Anne ve baba 65 yaşın üzerinde ise, eş ve çocuktan artış olmasa da anne ve babaya ölüm aylığından pay verilebilecektir.

c) Ölüm Aylığının Hesabı

Tasarının 33. maddesi dağıtılacak ölüm aylığını düzenlemektedir.

- Sigortalı malullük veya yaşlılık aylığı almakta iken ölmüşse, hak sahiplerine bu aylık dağıtılacaktır. Sigortalı malullük veya yaşlılık aylığına hak kazanmış, başvurusunu yapmış, aylık bağlanmadan ölmüşse, hesaplanacak bu aylıkları hak sahipleri arasında paylaştırılacaktır (m. 33/I).

- Malullük veya yaşlılık aylığı bağlandıktan sonra, çalışmaya başlaması nedeniyle aylığı kesilen sigortalı bu durumda ölmüşse, hak sahiplerine dağıtılacak aylık, sigortalının ölüm tarihine kadar geçen çalışmaları da değerlendirilerek 27. veya 29. maddelere göre19 yeniden hesaplanacak ve hak sahiplerine dağıtılacaktır.

- 32, II, a bendi kapsamında malullük, yaşlılık ve ölüm sigortaları primi ödemiş (toplam 1800 veya en az 5 yıl sigortalılık ortalama 180 gün prim) sigortalının aylığı, 29. maddeye göre 9000 gün prim ödeme süresi varmış gibi, prim ödeme gün sayısı 9000’den fazla ise, bu orana göre hesaplanacak aylığı esas alınır (m. 33/I).

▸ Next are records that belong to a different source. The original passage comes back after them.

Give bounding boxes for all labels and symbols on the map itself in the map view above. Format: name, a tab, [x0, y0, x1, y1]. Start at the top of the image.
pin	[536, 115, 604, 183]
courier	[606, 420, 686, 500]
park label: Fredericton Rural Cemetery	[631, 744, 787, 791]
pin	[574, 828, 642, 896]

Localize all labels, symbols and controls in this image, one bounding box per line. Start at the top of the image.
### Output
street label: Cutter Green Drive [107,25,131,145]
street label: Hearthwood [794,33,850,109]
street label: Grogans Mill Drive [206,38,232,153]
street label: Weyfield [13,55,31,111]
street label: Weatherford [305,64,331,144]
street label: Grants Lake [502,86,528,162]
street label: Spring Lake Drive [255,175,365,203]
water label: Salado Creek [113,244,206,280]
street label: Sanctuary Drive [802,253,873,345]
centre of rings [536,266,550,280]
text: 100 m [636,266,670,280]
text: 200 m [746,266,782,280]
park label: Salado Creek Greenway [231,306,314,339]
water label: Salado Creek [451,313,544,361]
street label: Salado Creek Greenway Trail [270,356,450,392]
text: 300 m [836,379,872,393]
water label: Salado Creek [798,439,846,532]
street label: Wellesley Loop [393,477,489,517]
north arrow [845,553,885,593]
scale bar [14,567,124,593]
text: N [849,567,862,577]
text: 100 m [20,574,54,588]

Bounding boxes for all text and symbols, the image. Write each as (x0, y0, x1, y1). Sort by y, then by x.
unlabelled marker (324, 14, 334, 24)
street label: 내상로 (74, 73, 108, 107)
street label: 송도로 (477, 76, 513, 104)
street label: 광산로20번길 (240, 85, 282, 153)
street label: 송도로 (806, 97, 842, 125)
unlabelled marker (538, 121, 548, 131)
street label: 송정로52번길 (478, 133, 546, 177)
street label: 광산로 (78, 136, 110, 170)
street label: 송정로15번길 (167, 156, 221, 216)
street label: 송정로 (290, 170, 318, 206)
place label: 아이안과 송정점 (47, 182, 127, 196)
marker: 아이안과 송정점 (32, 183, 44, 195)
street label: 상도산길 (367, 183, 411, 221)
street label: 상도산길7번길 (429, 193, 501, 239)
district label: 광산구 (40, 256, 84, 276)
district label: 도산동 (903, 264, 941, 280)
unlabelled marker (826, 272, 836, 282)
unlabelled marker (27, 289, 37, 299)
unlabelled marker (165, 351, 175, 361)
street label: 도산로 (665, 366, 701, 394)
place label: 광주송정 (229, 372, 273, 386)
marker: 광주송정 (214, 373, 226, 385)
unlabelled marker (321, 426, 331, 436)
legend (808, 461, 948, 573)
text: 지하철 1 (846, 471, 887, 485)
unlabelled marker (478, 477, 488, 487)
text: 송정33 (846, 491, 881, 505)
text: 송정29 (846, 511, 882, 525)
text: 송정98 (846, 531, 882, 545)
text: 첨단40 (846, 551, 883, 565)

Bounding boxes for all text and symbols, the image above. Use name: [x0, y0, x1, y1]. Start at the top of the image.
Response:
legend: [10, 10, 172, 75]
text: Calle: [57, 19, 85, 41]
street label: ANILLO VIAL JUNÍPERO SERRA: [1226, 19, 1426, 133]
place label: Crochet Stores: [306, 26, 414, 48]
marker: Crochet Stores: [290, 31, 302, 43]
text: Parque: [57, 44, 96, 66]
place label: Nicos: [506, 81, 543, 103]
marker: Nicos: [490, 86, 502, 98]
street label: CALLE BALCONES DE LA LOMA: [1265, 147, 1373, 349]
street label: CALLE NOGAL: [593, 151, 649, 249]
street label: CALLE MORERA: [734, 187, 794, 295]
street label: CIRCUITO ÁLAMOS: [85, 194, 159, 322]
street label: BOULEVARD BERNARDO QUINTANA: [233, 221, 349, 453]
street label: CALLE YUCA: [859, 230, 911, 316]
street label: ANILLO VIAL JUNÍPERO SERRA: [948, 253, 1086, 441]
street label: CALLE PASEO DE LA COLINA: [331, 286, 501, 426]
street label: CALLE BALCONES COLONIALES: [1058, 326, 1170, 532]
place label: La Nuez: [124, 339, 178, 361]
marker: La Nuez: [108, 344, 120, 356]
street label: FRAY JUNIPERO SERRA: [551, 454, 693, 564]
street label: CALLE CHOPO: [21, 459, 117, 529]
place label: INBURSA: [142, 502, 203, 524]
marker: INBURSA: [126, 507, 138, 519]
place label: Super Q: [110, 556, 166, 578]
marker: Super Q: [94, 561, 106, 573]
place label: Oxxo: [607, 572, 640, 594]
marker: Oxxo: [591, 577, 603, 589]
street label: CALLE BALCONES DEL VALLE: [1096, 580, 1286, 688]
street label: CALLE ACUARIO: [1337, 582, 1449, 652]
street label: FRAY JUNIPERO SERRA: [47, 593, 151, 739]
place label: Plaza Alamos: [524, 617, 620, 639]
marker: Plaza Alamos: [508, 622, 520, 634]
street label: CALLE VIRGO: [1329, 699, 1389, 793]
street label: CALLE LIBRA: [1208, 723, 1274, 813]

Ölüm aylıkları, aylık başlangıç tarihinin ait olduğu yılın Ocak ayı itibarıyla yıl içine ait artışlar uygulanmaksızın hesaplanacak tutarları, yaşlılık sigortasından bir önceki yılın son ödeme ayında, söz konusu sigortalılar için ayrı ayrı ödenen en düşük yaşlılık aylığından az olamaz (m. 33/II). Sigortalı başka birinin sürekli bakımına muhtaç durumda aylığa hak kazanmış ise, dağıtılacak aylığın hesabında bu durum dikkate alınmaz.

(16)

d) Ölüm Aylığının Paylaştırılması

Ölen sigortalının, 33. maddeye göre hesaplanan ölüm aylığı belli oranlarda hak sahipleri arasında paylaştırılır. 34. madde her hak sahibi için belli oranlar öngörmüştür:

- Eş. Dul eş sigortalı olarak çalışıyorsa veya çalışmaları dolayısıyla gelir veya aylık alıyorsa hesaplanan aylığın %50’sini,

Dul eş çalışmamak, çalışmalarından dolayı gelir aylık almamak, ayrıca gelir veya aylık alan20 çocuğu bulunmamak koşuluyla hesaplanan aylığın %75’ini alır (m. 34, a).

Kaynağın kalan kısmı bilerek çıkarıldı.